Data provided:
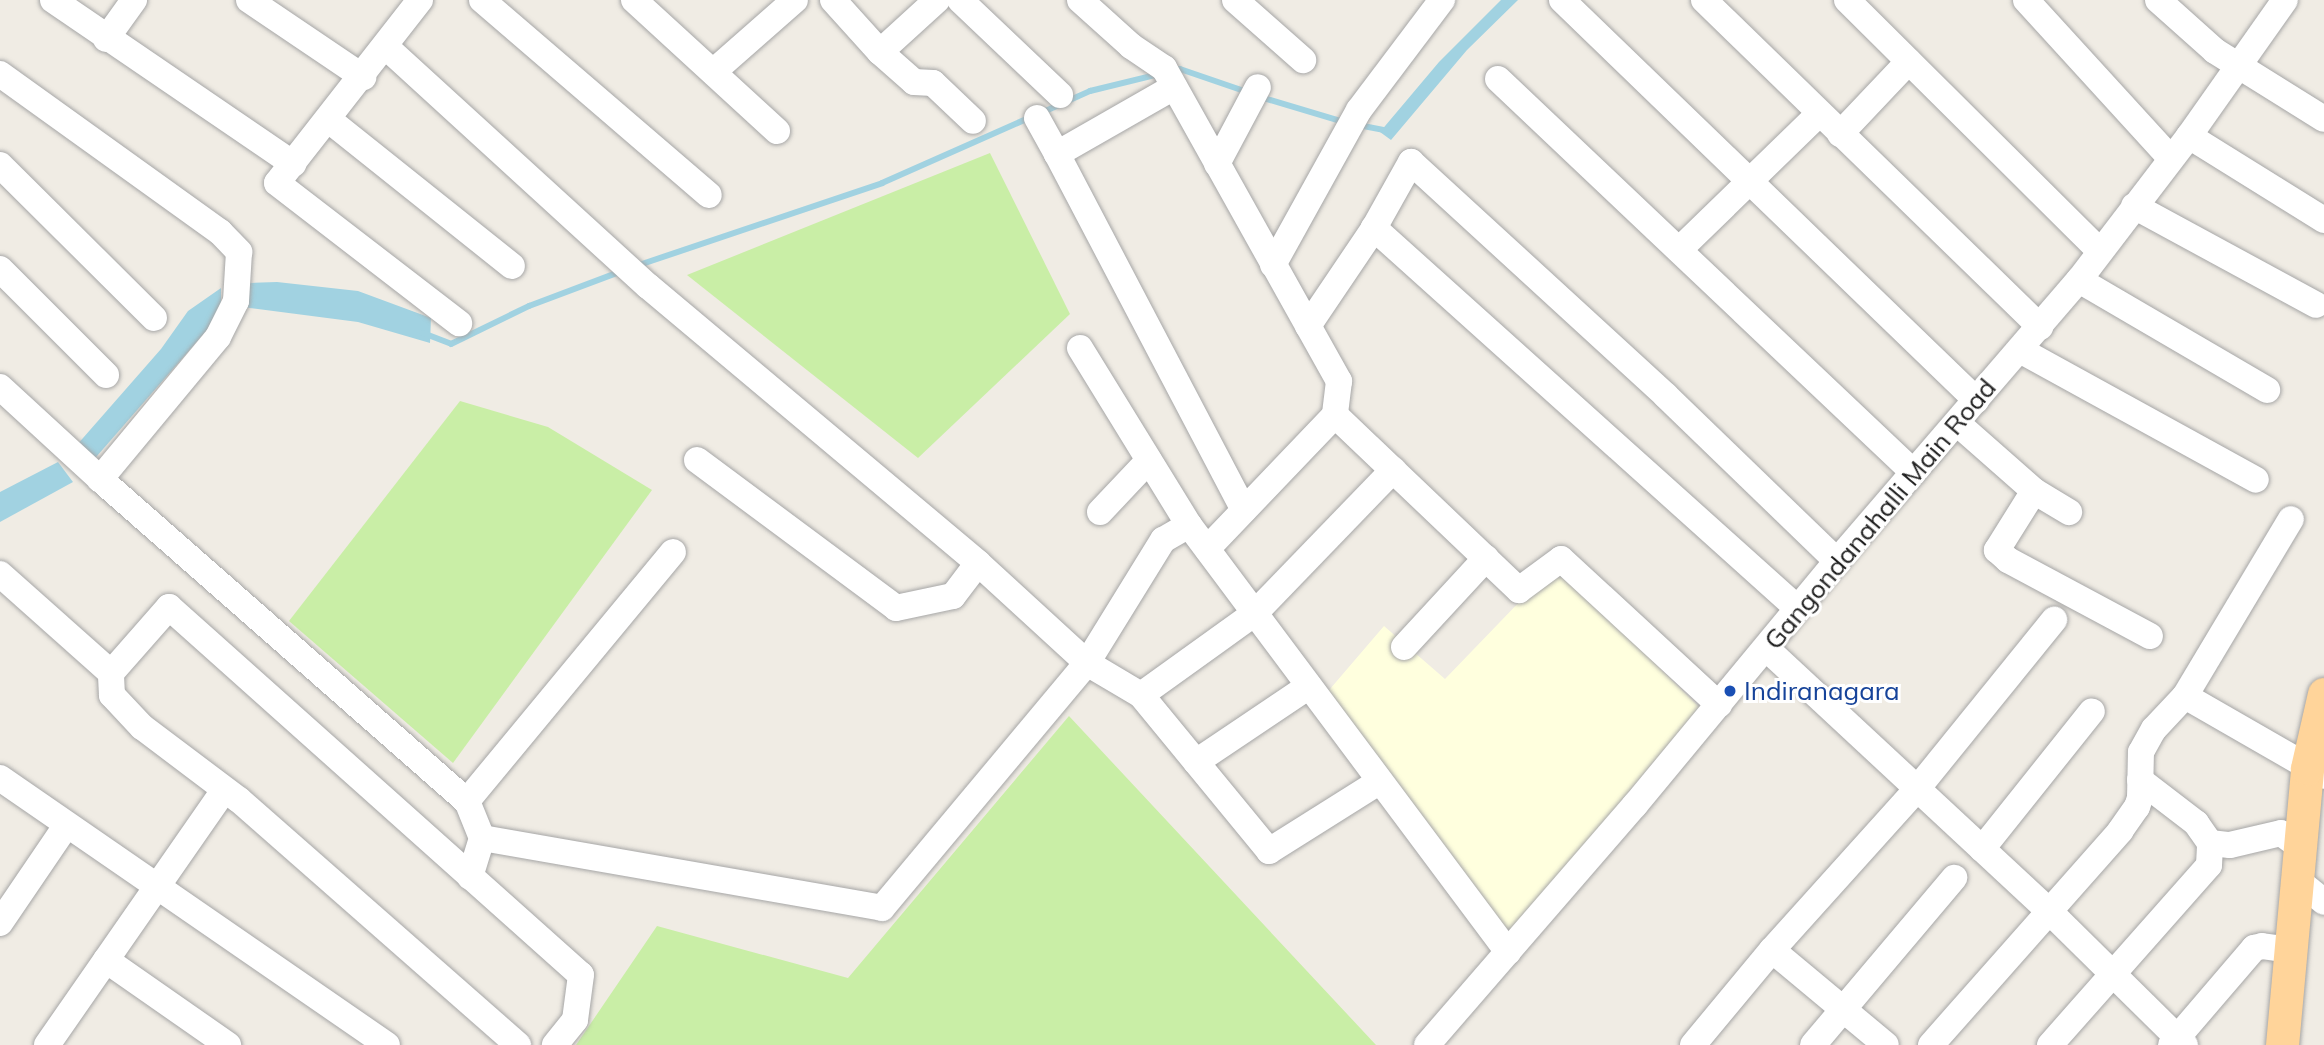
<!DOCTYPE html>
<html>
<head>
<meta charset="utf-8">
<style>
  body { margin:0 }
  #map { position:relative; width:2324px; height:1045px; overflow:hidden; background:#f0ece4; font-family:Mulish,sans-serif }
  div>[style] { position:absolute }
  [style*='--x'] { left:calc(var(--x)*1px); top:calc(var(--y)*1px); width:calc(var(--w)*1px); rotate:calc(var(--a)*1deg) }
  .education>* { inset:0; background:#ffffde }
  .grass>* { inset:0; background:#c9eea6 }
  .water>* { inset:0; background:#a1d2e1 }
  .stream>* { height:6px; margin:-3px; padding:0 3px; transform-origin:3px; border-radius:3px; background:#a1d2e1 }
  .roads { filter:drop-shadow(0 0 2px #a6a6a6) drop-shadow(0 0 2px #a6a6a6) }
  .minor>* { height:26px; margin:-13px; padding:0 13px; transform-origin:13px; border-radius:13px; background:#fff }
  .major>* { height:33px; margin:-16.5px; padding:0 16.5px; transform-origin:16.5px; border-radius:16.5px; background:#ffd49a }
  .dots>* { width:19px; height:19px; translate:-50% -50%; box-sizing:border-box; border:4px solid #fff; border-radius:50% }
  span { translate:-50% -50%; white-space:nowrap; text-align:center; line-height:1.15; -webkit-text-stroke:6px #fff; paint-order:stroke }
  .street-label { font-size:26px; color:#1f1f1f }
  .transit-label { font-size:26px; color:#164399 }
  .left { translate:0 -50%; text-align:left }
</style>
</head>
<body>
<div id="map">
  <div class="education">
    <i style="clip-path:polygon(1555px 565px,1699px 707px,1504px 942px,1324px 696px,1384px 626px,1445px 679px)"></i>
  </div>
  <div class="grass">
    <i style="clip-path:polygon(990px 153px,1070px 314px,918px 458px,687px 275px)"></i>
    <i style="clip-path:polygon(460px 401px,548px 427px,652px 490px,453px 763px,289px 621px)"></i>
    <i style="clip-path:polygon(1069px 716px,1376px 1045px,576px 1045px,657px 926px,848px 978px)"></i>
  </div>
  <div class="water">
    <i style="clip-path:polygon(1501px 0,1518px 0,1467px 50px,1391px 140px,1380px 132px,1439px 62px)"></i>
    <i style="clip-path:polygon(277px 282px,358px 291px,431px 318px,430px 343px,358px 322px,242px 307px,248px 283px)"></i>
    <i style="clip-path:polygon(221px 288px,221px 314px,90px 464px,76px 446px,161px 349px,188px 311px)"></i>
    <i style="clip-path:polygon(58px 462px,73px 482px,0 522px,0 492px)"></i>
  </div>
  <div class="stream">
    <i style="--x:1174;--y:71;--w:6;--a:-18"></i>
    <i style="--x:1180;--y:69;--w:71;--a:18.9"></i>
    <i style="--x:1260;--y:97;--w:88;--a:16.6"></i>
    <i style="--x:1041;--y:113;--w:54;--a:-24.2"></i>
    <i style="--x:1090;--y:91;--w:72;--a:-13.7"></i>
    <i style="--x:1358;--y:125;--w:31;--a:11"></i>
    <i style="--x:636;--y:266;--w:260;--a:-18.6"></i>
    <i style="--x:882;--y:183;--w:163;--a:-23.9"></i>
    <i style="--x:423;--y:333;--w:30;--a:21"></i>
    <i style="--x:451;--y:344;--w:87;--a:-26"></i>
    <i style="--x:529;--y:306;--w:99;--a:-20.6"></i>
  </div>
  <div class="roads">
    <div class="minor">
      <i style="--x:53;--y:0;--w:291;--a:34.3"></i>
      <i style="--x:249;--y:0;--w:138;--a:34"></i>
      <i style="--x:420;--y:0;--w:232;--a:128"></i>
      <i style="--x:277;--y:183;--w:230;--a:37.6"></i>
      <i style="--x:482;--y:0;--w:299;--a:40.7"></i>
      <i style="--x:634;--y:0;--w:194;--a:42.5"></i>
      <i style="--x:833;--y:0;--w:70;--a:47.9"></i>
      <i style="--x:880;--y:52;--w:77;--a:-42.4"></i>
      <i style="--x:960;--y:0;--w:138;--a:43.5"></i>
      <i style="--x:1080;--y:0;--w:69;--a:42"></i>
      <i style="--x:1131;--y:46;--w:40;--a:34"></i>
      <i style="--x:1164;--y:68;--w:359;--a:60.8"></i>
      <i style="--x:1339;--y:381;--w:34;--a:97"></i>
      <i style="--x:1335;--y:415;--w:185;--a:133.7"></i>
      <i style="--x:1235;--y:0;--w:91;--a:41.4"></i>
      <i style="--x:1562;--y:0;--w:576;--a:44.01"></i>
      <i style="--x:1704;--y:0;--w:469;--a:44.2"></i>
      <i style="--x:1847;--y:0;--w:356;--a:44.8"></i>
      <i style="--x:2026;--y:0;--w:215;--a:47.6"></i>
      <i style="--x:2158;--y:0;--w:76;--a:41.8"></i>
      <i style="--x:2215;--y:51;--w:128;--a:32"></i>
      <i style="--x:106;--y:39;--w:48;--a:-54.3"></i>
      <i style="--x:385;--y:46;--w:356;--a:42.4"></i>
      <i style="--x:648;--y:286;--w:431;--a:40"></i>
      <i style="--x:978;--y:563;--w:148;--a:42.5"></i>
      <i style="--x:1087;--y:663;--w:63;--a:30.7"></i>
      <i style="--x:1141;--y:695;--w:202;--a:50.6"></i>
      <i style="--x:1269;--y:851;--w:131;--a:-32.2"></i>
      <i style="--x:880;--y:52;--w:45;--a:41.4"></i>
      <i style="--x:914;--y:82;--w:19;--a:3"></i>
      <i style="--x:933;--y:83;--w:55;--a:43.5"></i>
      <i style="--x:713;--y:72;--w:109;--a:-41.3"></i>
      <i style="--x:0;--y:74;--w:271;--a:35.7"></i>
      <i style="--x:220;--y:232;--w:28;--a:46"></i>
      <i style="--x:239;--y:252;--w:49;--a:93.5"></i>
      <i style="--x:236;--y:301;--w:40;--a:116.6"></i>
      <i style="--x:218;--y:337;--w:185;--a:129.7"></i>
      <i style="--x:1498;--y:79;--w:572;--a:43.44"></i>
      <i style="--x:1174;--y:87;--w:135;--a:150.2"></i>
      <i style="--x:1057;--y:154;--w:402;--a:62.3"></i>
      <i style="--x:1037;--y:118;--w:41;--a:60.9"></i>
      <i style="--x:329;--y:120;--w:234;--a:38.6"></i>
      <i style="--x:1840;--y:134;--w:100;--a:-46.6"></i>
      <i style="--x:2189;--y:136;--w:159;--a:31.9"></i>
      <i style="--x:1217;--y:164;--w:87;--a:-62"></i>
      <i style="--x:0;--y:165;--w:217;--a:44.8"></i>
      <i style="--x:2134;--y:206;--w:207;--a:28.5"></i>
      <i style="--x:1679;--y:250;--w:195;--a:-44.2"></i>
      <i style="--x:1273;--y:265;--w:177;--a:-61"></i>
      <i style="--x:1359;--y:110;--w:138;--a:-53"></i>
      <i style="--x:0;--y:269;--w:150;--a:45"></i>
      <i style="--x:2079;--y:280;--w:218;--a:30.3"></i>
      <i style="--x:1308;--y:326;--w:118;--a:-56"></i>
      <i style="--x:1080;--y:348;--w:208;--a:58.4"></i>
      <i style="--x:1189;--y:525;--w:533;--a:53.24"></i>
      <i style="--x:2020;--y:350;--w:269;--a:28.8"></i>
      <i style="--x:0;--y:387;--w:136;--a:42.6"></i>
      <i style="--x:100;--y:479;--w:488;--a:41.3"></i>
      <i style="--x:467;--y:801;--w:40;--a:68"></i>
      <i style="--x:1335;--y:415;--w:254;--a:43.6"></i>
      <i style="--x:1519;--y:590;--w:52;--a:-36.4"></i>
      <i style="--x:1561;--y:559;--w:215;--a:42.7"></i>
      <i style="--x:1957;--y:423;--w:103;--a:41.4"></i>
      <i style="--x:2034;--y:491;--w:41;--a:31"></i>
      <i style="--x:697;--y:460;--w:248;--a:36.6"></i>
      <i style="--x:896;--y:608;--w:58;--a:-11.9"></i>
      <i style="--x:953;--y:596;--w:41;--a:-52.9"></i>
      <i style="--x:2034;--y:491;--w:70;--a:122.1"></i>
      <i style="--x:1997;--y:550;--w:15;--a:42"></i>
      <i style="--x:2008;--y:560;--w:161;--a:28.2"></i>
      <i style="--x:1100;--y:512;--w:71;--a:-46.7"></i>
      <i style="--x:0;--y:574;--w:149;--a:41.7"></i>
      <i style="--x:1797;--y:608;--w:569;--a:-138.07"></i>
      <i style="--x:1374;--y:228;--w:76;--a:-60.7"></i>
      <i style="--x:1411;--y:162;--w:346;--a:42.5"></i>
      <i style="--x:1666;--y:396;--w:238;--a:44"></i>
      <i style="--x:1404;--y:647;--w:121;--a:-47.3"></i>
      <i style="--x:1766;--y:648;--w:386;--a:42.9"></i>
      <i style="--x:2049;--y:911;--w:191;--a:44.6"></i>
      <i style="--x:1141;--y:695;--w:140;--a:-35.7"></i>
      <i style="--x:1255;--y:613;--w:199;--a:-46"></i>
      <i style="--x:2185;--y:696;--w:160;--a:29.9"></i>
      <i style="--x:1196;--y:762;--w:136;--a:-33.9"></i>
      <i style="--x:0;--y:778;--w:470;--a:34.6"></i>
      <i style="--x:2140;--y:780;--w:71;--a:37.5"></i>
      <i style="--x:2196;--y:823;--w:24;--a:55"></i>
      <i style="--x:2210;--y:843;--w:20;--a:6"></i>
      <i style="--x:2230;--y:845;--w:52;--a:-13.2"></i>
      <i style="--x:2281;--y:833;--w:22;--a:36"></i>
      <i style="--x:467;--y:801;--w:323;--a:-50.4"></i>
      <i style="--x:1982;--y:849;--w:176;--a:-51.4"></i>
      <i style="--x:470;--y:877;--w:41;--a:-72.9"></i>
      <i style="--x:482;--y:838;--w:406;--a:9.9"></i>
      <i style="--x:882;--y:908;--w:319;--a:-50.1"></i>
      <i style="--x:1087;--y:663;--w:145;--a:-58.3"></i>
      <i style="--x:1163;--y:540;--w:30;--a:-30"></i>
      <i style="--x:2296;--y:879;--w:36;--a:39"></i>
      <i style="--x:0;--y:923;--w:117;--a:-55.8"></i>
      <i style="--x:1772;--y:950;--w:148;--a:39.8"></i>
      <i style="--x:106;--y:960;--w:149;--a:34.9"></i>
      <i style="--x:47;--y:1045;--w:310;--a:-55.2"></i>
      <i style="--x:518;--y:1045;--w:371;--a:-138.7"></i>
      <i style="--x:239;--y:800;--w:121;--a:-143"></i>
      <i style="--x:142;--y:727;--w:44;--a:-133.2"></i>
      <i style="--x:112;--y:695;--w:22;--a:-93"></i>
      <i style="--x:111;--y:673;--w:88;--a:-48.7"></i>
      <i style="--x:169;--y:607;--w:552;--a:41.77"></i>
      <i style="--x:581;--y:975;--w:45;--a:97.6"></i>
      <i style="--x:575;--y:1020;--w:32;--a:129"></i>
      <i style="--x:1427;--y:1045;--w:318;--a:-49.1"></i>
      <i style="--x:1635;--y:805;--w:317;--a:-50.4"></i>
      <i style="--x:1837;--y:561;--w:371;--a:-49.3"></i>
      <i style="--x:2079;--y:280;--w:181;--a:-52.6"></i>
      <i style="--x:2189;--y:136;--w:166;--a:-54.8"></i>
      <i style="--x:1693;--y:1045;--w:124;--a:-50.3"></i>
      <i style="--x:1772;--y:950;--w:217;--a:-48"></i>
      <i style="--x:1917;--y:789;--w:218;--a:-51"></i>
      <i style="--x:1813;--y:1045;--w:219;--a:-49.8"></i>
      <i style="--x:1931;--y:1045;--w:286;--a:-48.5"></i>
      <i style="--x:2120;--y:831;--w:29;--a:-55"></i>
      <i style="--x:2137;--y:807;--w:9;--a:-72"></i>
      <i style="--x:2140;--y:798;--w:46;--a:-88.8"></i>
      <i style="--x:2141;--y:752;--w:26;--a:-61"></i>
      <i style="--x:2154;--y:729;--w:45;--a:-46.8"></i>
      <i style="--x:2185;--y:696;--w:206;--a:-59.1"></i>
      <i style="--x:2050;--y:1045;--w:240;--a:-48.5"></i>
      <i style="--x:2209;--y:865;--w:22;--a:-87"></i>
      <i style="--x:2171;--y:1045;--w:128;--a:-49.4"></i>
      <i style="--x:2254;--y:948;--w:8;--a:-14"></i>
      <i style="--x:2262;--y:946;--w:28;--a:8"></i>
    </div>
    <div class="major">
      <i style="--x:2282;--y:1045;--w:278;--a:-84.8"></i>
      <i style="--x:2307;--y:768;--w:76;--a:-77.1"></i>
    </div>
  </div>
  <div class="dots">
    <i style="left:1730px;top:691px;background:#1a4fb4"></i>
  </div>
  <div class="street-label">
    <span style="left:1880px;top:514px;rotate:-50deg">Gangondanahalli Main Road</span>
  </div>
  <div class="transit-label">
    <span class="left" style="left:1744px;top:691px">Indiranagara</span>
  </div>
</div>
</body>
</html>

Task goal:
Find the word "position" in the entries. Copy each line that holds it.

Result of this task:
  #map { position:relative; width:2324px; height:1045px; overflow:hidden; background:#f0ece4; font-family:Mulish,sans-serif }
  div>[style] { position:absolute }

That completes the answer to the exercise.